* **How to complete this task**
Scan the records below for lines with the word "direction", then state how many you find and nothing else.

* **Stored items**
***

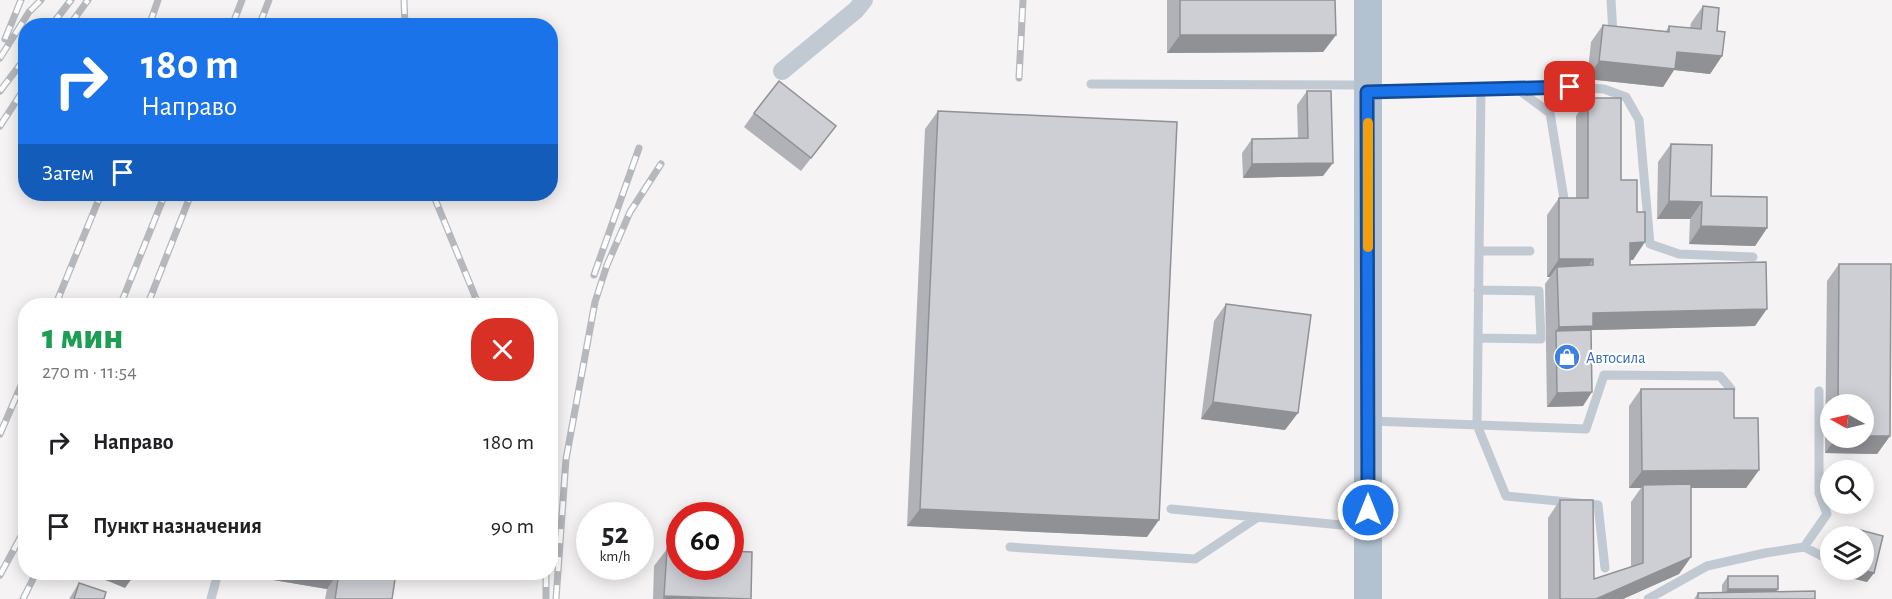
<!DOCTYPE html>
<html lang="ru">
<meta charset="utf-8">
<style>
:root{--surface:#fff;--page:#f2f2f2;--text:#202124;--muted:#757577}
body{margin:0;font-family:"Alegreya Sans",sans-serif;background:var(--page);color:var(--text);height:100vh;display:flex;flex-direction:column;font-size:22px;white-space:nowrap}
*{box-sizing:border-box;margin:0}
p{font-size:20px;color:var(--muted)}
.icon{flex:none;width:33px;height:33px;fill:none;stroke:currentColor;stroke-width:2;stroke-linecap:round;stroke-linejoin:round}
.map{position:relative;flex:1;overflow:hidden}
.sheet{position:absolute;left:18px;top:298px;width:540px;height:282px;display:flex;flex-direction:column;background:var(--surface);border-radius:24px;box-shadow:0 3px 15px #0003}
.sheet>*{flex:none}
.guide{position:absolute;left:18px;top:18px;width:540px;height:183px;border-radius:24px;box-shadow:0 3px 15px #0003;background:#1a73e8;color:#fff;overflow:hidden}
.needle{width:39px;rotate:278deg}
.controls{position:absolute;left:1820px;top:394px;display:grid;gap:12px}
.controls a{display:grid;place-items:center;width:54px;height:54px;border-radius:50%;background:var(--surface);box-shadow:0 3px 15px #0003;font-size:30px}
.speed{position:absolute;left:576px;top:502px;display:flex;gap:12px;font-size:30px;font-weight:700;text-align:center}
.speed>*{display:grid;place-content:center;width:78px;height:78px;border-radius:50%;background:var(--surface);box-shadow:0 3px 15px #0003;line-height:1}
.speed small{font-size:15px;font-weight:400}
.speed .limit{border:9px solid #d22;background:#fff;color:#111}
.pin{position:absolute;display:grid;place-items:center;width:51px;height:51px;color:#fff;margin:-26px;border-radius:12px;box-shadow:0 3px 9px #0006}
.me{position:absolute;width:66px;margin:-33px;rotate:0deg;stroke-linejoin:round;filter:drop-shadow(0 0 4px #0008)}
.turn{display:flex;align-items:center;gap:21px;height:126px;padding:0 24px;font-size:27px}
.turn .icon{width:78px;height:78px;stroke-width:2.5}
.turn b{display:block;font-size:42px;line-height:51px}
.then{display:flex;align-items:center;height:57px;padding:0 24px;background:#0003;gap:12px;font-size:22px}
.round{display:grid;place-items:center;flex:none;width:63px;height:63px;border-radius:24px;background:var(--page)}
.head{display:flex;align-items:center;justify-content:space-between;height:102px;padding:0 24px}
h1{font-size:36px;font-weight:800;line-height:45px;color:#1e9e55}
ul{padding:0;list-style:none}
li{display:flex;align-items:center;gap:18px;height:84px;padding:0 24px}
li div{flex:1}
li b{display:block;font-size:22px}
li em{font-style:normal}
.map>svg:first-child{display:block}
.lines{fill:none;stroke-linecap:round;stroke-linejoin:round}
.service{stroke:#c1cad2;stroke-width:9}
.minor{stroke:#c1cad2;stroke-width:18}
.primary{stroke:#b3c2d1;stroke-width:28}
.rail-casing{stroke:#b5b8bd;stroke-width:7}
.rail{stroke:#fff;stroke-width:4.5;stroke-dasharray:14;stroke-linecap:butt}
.wall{fill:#b0b2b7;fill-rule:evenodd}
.shaded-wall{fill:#909195}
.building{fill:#cdcfd5;stroke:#909195;stroke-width:1.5}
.route-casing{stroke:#114b97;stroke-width:15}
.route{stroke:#1a73e8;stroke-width:10}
.slow{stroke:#f59e0b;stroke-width:10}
.labels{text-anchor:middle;stroke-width:4.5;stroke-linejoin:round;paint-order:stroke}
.shop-label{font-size:16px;fill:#366cbe;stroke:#fff;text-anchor:start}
</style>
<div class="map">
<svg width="1892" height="599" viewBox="0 0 1892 599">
<rect width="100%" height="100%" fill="#f5f3f3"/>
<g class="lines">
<path class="service" d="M1611 0 1613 34
M1091 84 1353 85
M1516 88 1550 113 1565 205
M1481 89 1477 425 1506 496 1598 505 1605 568
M1370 92 1554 86 1604 89 1626 97 1639 120 1650 244 1679 254 1753 257
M1479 251H1530
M1478 338 1541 339 1539 291 1478 290
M1371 421 1586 429 1604 375 1720 376 1731 389
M1171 509 1352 526
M1010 547 1195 559 1258 517
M1804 547 1830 560
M211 599 218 573
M1648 599 1707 566 1765 553 1804 547 1827 514 1819 493V391"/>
<path class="minor" d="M782 71 856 10 864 0"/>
<path class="primary" d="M1368 0V599"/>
<g class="rail-casing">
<path id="rail" d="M404 0 405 26
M51 26 71 0
M69 26 88 0
M149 26 158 0
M232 26 242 0
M259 26 269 0
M5 39 21 0
M0 58 29 12 41 0
M1019 78 1023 0
M0 91 26 57
M0 126 26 86
M433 194 479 306
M594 275 639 148
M55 306 101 194
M120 306 165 194
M147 306 191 194
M0 434 26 374
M546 573V599
M0 575 26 527
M23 599 36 573
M556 599 566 459 595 302 607 265 630 212 661 164"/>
</g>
<use href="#rail" class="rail"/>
</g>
<path class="wall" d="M1167 0H1335L1336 35 1323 52 1167 53Z
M1703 6 1717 31 1722 56 1710 74 1674 70 1663 87 1587 79 1591 42 1603 25 1666 31 1669 26 1690 28 1691 23Z
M1307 91 1323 176 1243 178 1242 153 1252 139 1298 138 1297 105Z
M1588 98 1621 180 1633 260H1630V265L1755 326 1591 330 1583 406 1547 407 1545 284 1550 277H1547V215L1559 198H1576V116Z
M938 111 1147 537 907 526 925 129Z
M754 113 826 139 801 171 744 127Z
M1671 144 1711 196 1767 228 1755 246 1689 244 1690 219H1657L1658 162Z
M1839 264 1890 436 1877 454 1825 453 1827 281ZM1830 405H1863V438H1830Z
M1226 304 1285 430 1201 419 1214 321Z
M1641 389 1734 418 1759 470 1746 488H1691V557L1679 574 1623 599H1548V518L1560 500 1594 579 1631 567V502L1641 488H1629V406Z
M1849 527 1883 536 1874 573 1867 582 1847 577 1849 570H1863V537H1842Z
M667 549 751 599H653L654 566Z
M245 573H396L392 599H325L327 589 244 575Z
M1728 576 1776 592 1815 599H1694L1698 593H1722V585Z
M79 583 104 599H69Z"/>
<path class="shaded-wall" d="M1180 35H1336L1323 52 1167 53Z
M1677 52 1722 56 1710 74 1674 70 1663 87 1587 79 1599 61Z
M1333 163 1323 176 1243 178 1252 164Z
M1669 201 1702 202 1690 219H1657Z
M1701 226 1767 228 1755 246 1689 244Z
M1645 242 1633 260H1618L1630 243Z
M1559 259H1593L1581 277 1557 267 1550 277H1547Z
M1767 309 1755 326 1556 331 1559 327 1593 313Z
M1592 392 1583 406 1547 407 1557 393Z
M1213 402 1298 413 1285 430 1201 419Z
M1863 436H1890L1877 454 1825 453 1836 438H1863Z
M1759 470 1746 488H1643V485L1641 488H1629L1642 471Z
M920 509 1159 520 1147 537 907 526Z
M1691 557 1679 574 1623 599H1596Z
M1852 570H1862L1874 573 1867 582 1847 577Z
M101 573H131L135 574 125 588 98 577Z
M246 573H338L327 589 244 575Z
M1728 589H1778L1771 598H1722Z
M664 596 726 599H663Z"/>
<path class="building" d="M1180 0H1335L1336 35H1180Z
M1703 6 1719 8 1717 31 1725 32 1722 56 1677 52 1675 69 1599 61 1603 25 1669 32V26L1701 29Z
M779 81 836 126 811 158 754 113Z
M1307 91H1331L1333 163 1252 164V139L1308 138Z
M1588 98H1621V180H1637V212H1645V242L1630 243V265L1766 262 1767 309 1593 313V326L1559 327 1557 267 1593 265V259H1559V198H1588Z
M938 111 1177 122 1159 520 920 509Z
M1671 144 1712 145 1711 196 1767 197V228L1701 226 1702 202 1669 201Z
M1839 264H1891L1890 436H1863V405H1838Z
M1226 304 1311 315 1298 413 1213 402Z
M1591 330 1592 392 1557 393 1556 331Z
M1641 389H1734V418H1758L1759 470 1642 471Z
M1691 484V557L1596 599H1560V500H1593L1594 579 1643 563V485Z
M1849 527 1883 536 1874 573 1862 570H1863V537H1846Z
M667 549H680V567H730V551L752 552 751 599 664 596Z
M339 573H396L392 599H335Z
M1728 576H1778V589H1728Z
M79 583 106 592 104 599H74Z
M1815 591V599H1698V593Z"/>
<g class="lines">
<g class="route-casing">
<path id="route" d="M1368 510 1367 92 1570 87"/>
</g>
<use href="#route" class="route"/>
<path class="slow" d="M1368 123V247"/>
</g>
<defs>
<g id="shop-disc" transform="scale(1.35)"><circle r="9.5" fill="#3f7fe0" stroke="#fff"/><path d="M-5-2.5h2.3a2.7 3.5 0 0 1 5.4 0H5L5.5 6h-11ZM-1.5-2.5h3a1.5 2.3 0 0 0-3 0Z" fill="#fff"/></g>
</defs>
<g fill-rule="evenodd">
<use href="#shop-disc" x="1567" y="357"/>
</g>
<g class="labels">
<g class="shop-label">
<text x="1586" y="363">Автосила</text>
</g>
</g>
</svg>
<div class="controls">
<a><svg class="needle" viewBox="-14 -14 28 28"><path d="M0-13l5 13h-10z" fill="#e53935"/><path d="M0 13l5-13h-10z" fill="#757577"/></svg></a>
<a><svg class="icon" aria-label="search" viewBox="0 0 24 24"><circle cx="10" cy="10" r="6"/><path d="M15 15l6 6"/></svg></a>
<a><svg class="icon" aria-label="layers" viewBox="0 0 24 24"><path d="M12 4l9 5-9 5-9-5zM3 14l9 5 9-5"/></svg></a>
</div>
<div class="speed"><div>52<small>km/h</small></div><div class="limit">60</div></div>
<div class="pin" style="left:1570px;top:87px;background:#d93025"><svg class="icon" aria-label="arrive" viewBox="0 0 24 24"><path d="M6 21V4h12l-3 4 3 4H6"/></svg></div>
<svg class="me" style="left:1368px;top:510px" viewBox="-20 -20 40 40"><circle r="17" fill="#1a73e8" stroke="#fff" stroke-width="3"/><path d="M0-11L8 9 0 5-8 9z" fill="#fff"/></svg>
<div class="guide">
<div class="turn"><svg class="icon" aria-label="right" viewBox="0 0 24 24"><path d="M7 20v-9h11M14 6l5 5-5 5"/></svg><div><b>180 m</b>Направо</div></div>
<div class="then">Затем<svg class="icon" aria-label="arrive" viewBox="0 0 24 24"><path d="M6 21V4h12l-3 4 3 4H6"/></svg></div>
</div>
<section class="sheet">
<div class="head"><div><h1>1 мин</h1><p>270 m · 11:54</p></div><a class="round" style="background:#d93025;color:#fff"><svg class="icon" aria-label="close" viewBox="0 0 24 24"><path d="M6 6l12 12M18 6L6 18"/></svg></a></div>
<ul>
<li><svg class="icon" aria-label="right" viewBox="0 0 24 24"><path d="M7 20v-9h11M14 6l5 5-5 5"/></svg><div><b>Направо</b></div><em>180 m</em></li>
<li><svg class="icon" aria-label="arrive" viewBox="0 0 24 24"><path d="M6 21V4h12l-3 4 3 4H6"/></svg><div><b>Пункт назначения</b></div><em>90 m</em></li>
</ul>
</section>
</div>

***

* **Answer to the problem**
2